Coordination and Agreement

Overview

We start by addressing the question of why process need to coordinate their actions and agree on values in various scenarios.

Consider a mission critical application that requires several computers to communicate and decide whether to proceed with or abort a mission. Clearly, all must come to agreement about the fate of the mission.
Consider the Berkeley algorithm for time synchronization. One of the participate computers serves as the coordinator. Suppose that coordinator fails. The remaining computers must elect a new coordinator.
Broadcast networks like Ethernet and wireless must agree on which nodes can send at any given time. If they do not agree, the result is a collision and no message is transmitted successfully.
Like other broadcast networks, sensor networks face the challenging of agreeing which nodes will send at any given time. In addition, many sensor network algorithms require that nodes elect coordinators that take on a server-like responsibility. Choosing these nodes is particularly challenging in sensor networks because of the battery constraints of the nodes.
Many applications, such as banking, require that nodes coordinate their access of a shared resource. For example, a bank balance should only be accessed and updated by one computer at a time.

Failure Assumptions and Detection

Coordination in a synchronous system with no failures is comparatively easy. We'll look at some algorithms targeted toward this environment. However, if a system is asynchronous, meaning that messages may be delayed an indefinite amount of time, or failures may occur, then coordination and agreement become much more challenging.

A correct process "is one that exhibits no failures at any point in the execution under consideration." If a process fails, it can fail in one of two ways: a crash failure or a byzantine failure. A crash failure implies that a node stops working and does not respond to any messages. A byzantine failure implies that a node exhibits arbitrary behavior. For example, it may continue to function but send incorrect values.

Failure Detection

One possible algorithm for detecting failures is as follows:

Every t seconds, each process sends an "I am alive" message to all other processes.
Process p knows that process q is either unsuspected, suspected, or failed.
If p sees q's message, it sets q's status to unsuspected.
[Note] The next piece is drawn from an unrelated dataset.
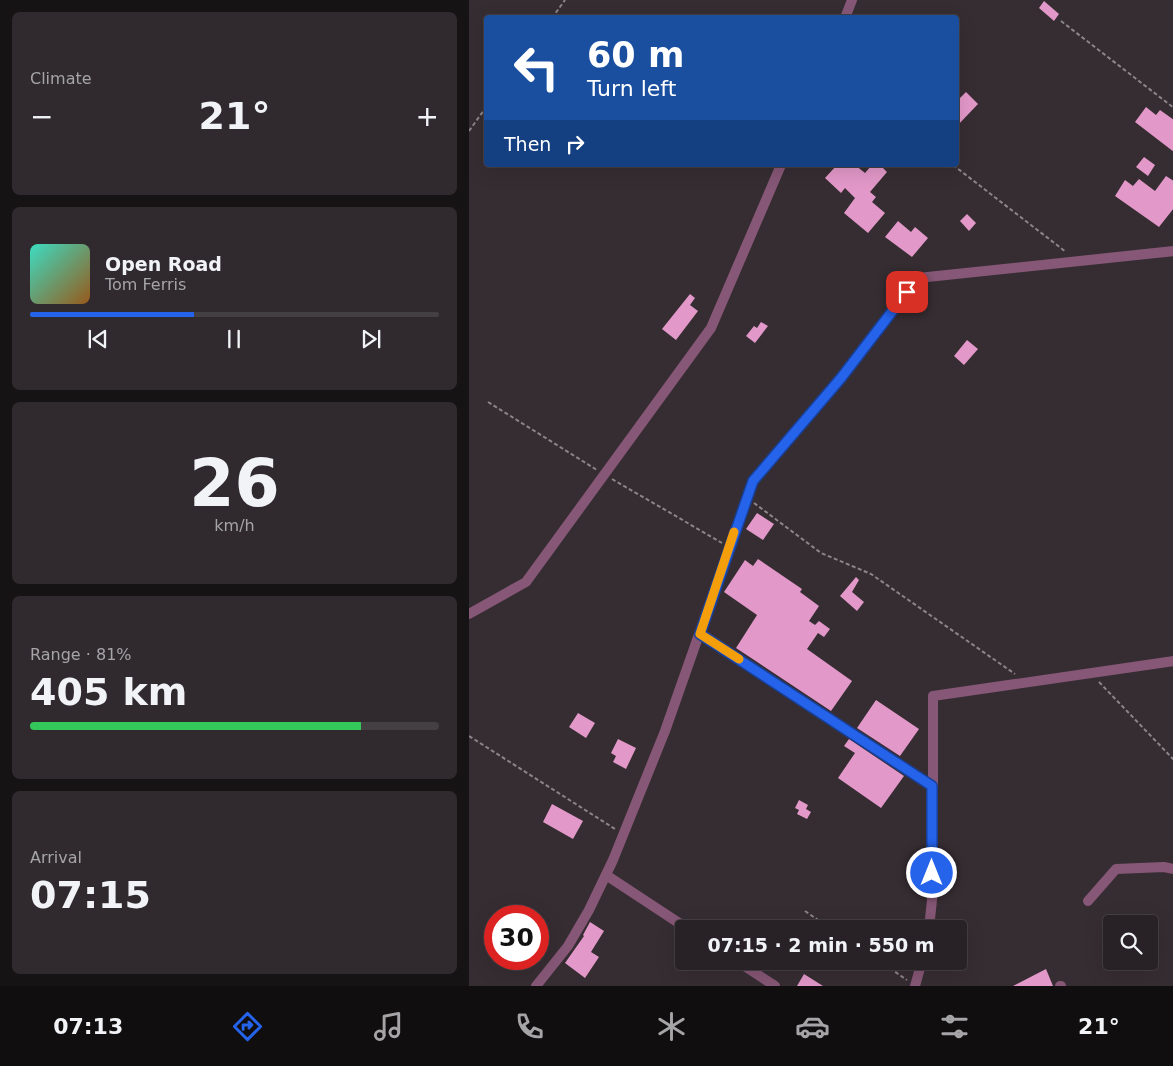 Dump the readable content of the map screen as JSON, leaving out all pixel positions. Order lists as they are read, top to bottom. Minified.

This seems ok if there are no failures. What happens if a failure occurs? In this case, q will not send a message. In a synchronous system, p waits for d seconds (where d is the maximum delay in message delivery) and if it does not hear from q then it knows that q has failed. In an asynchronous system, q can be suspected of failure after a timeout, but there is no guarantee that a failure has occurred.

Mutual Exclusion

The first set of coordination algorithms we'll consider deal with mutual exclusion. How can we ensure that two (or more) processes do not access a shared resource simultaneously? This problem comes up in the OS domain and is addressed by negotiating with shared objects (locks). In a distributed system, nodes must negotiate via message passing.

Each of the following algorithms attempt to ensure the following:

Safety: At most one process may execute in the critical section (CS) at a time.

Liveness: Requests to enter and exit the critical section eventually succeed.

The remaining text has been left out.